**Prompt**
Your task is to copy each line of the records that includes the string "bottom".

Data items
***

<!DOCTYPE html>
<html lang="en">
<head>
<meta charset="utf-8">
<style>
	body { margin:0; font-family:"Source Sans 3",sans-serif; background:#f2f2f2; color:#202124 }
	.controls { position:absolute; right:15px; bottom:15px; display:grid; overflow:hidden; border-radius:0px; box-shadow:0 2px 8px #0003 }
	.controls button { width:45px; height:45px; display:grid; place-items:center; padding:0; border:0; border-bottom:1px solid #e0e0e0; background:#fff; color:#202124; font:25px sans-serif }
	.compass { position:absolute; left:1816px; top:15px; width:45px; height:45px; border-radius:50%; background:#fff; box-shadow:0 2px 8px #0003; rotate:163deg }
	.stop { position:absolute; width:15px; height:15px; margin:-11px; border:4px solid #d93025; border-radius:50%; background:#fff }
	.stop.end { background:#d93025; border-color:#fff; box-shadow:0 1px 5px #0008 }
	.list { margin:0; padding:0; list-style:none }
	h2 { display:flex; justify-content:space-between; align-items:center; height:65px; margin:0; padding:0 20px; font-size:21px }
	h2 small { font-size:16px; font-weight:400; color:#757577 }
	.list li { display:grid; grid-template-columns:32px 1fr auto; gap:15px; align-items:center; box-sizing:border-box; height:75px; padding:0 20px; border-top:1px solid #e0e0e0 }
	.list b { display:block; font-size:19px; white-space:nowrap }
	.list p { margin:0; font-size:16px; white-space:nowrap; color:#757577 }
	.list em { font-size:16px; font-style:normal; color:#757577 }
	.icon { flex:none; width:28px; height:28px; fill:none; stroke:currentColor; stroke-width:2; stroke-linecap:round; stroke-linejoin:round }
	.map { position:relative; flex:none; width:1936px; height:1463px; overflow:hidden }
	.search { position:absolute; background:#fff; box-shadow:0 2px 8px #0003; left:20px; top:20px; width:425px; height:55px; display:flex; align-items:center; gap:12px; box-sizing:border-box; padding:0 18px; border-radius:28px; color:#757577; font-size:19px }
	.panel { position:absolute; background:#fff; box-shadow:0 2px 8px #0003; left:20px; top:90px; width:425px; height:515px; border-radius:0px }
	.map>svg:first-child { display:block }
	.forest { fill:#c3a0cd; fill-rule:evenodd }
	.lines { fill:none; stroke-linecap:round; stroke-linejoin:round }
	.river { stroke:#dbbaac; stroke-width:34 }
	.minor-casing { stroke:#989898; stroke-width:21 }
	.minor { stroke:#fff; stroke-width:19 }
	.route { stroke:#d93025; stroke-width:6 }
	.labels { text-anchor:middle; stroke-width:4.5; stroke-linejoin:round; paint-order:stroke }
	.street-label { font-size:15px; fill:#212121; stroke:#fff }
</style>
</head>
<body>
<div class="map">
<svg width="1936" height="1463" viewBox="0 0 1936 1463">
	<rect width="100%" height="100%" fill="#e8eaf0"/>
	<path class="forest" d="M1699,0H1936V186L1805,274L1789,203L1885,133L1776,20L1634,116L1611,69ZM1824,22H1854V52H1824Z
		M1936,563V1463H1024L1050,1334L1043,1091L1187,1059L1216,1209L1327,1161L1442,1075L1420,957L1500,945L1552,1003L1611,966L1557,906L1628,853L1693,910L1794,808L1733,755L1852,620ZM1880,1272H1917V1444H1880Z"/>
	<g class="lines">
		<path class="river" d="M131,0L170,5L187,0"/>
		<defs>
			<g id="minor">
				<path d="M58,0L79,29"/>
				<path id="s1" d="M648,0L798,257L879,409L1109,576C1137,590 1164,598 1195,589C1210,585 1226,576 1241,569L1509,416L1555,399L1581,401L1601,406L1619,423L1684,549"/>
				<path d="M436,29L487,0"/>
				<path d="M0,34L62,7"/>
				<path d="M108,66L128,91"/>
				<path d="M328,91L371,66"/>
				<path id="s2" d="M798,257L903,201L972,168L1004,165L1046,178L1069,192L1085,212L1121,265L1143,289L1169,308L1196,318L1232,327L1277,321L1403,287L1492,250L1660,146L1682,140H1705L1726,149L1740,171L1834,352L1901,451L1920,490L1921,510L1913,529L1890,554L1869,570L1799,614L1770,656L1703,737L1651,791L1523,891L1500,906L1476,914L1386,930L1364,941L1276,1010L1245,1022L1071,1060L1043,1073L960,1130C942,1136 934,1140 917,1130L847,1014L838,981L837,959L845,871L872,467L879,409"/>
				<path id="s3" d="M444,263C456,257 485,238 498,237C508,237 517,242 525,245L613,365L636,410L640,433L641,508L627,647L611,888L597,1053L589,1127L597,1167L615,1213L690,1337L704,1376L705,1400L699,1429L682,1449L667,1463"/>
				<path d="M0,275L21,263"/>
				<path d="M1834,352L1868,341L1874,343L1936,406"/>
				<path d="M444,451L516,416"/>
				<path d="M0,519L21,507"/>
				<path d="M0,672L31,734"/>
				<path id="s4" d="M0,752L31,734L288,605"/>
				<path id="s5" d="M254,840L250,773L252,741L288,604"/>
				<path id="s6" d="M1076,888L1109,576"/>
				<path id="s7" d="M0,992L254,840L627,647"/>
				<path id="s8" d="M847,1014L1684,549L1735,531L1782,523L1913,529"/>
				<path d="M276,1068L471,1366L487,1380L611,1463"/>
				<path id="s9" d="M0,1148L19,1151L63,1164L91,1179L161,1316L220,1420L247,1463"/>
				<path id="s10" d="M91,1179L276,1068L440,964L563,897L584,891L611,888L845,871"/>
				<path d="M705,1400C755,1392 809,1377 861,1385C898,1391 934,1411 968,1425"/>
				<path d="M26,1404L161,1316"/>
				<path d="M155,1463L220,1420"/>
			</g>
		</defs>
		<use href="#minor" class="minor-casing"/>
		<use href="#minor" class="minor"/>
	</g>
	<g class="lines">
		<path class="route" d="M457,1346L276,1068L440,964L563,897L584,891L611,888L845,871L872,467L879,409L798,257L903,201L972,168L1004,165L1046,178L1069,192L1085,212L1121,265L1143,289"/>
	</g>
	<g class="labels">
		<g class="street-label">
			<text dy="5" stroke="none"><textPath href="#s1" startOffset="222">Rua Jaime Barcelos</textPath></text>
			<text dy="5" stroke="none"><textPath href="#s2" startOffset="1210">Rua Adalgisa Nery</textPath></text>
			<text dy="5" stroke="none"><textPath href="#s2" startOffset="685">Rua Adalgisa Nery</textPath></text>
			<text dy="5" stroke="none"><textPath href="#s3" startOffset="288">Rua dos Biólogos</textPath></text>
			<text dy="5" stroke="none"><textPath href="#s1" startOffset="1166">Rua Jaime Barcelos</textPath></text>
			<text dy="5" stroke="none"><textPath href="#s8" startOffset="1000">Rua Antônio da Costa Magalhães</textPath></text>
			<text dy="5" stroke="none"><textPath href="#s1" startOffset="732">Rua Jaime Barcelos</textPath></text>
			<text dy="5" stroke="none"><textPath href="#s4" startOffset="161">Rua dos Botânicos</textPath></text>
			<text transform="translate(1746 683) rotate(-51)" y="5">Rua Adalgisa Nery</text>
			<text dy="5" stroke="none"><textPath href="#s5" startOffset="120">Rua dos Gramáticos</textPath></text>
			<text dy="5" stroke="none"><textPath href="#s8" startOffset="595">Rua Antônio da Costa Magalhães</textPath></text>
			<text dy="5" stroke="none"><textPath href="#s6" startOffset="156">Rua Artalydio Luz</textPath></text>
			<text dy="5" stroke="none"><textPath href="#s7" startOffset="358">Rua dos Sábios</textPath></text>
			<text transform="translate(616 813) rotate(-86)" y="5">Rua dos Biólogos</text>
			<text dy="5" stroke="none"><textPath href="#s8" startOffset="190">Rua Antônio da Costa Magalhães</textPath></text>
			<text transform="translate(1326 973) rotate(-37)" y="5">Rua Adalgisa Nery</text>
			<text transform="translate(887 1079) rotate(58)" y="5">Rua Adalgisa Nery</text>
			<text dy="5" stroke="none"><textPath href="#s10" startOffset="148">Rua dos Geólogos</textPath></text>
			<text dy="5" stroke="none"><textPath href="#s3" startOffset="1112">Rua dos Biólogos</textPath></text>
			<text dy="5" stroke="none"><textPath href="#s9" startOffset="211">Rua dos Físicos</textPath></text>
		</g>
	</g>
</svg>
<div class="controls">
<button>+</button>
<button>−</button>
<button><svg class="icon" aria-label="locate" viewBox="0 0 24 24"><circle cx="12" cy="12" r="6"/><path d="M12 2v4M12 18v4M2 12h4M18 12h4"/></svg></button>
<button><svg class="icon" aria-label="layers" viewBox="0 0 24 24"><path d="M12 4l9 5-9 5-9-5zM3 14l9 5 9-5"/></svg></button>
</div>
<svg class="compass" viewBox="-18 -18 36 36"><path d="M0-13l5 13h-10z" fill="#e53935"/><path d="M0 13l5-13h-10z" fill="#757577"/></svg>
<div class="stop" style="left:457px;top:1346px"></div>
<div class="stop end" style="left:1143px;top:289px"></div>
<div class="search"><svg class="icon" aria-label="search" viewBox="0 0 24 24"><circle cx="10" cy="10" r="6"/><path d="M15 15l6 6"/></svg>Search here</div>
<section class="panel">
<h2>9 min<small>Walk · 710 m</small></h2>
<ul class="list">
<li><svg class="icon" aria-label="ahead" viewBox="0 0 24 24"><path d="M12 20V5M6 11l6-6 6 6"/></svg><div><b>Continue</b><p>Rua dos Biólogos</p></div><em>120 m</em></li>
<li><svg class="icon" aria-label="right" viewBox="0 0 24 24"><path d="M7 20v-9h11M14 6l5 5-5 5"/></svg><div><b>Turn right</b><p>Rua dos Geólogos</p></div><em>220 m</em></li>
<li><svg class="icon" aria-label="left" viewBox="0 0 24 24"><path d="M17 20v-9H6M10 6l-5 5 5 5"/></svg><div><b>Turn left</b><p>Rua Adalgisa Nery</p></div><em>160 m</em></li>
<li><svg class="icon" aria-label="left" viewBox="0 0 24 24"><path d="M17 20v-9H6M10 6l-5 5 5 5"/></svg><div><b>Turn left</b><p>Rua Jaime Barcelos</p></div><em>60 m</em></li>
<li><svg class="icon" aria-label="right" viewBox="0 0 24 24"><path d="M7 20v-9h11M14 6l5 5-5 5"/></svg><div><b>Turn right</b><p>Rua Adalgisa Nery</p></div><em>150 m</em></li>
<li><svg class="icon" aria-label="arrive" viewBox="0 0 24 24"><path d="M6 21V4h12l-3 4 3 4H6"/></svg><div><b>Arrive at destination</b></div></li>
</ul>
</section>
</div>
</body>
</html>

***

**Answer box**
	.controls { position:absolute; right:15px; bottom:15px; display:grid; overflow:hidden; border-radius:0px; box-shadow:0 2px 8px #0003 }
	.controls button { width:45px; height:45px; display:grid; place-items:center; padding:0; border:0; border-bottom:1px solid #e0e0e0; background:#fff; color:#202124; font:25px sans-serif }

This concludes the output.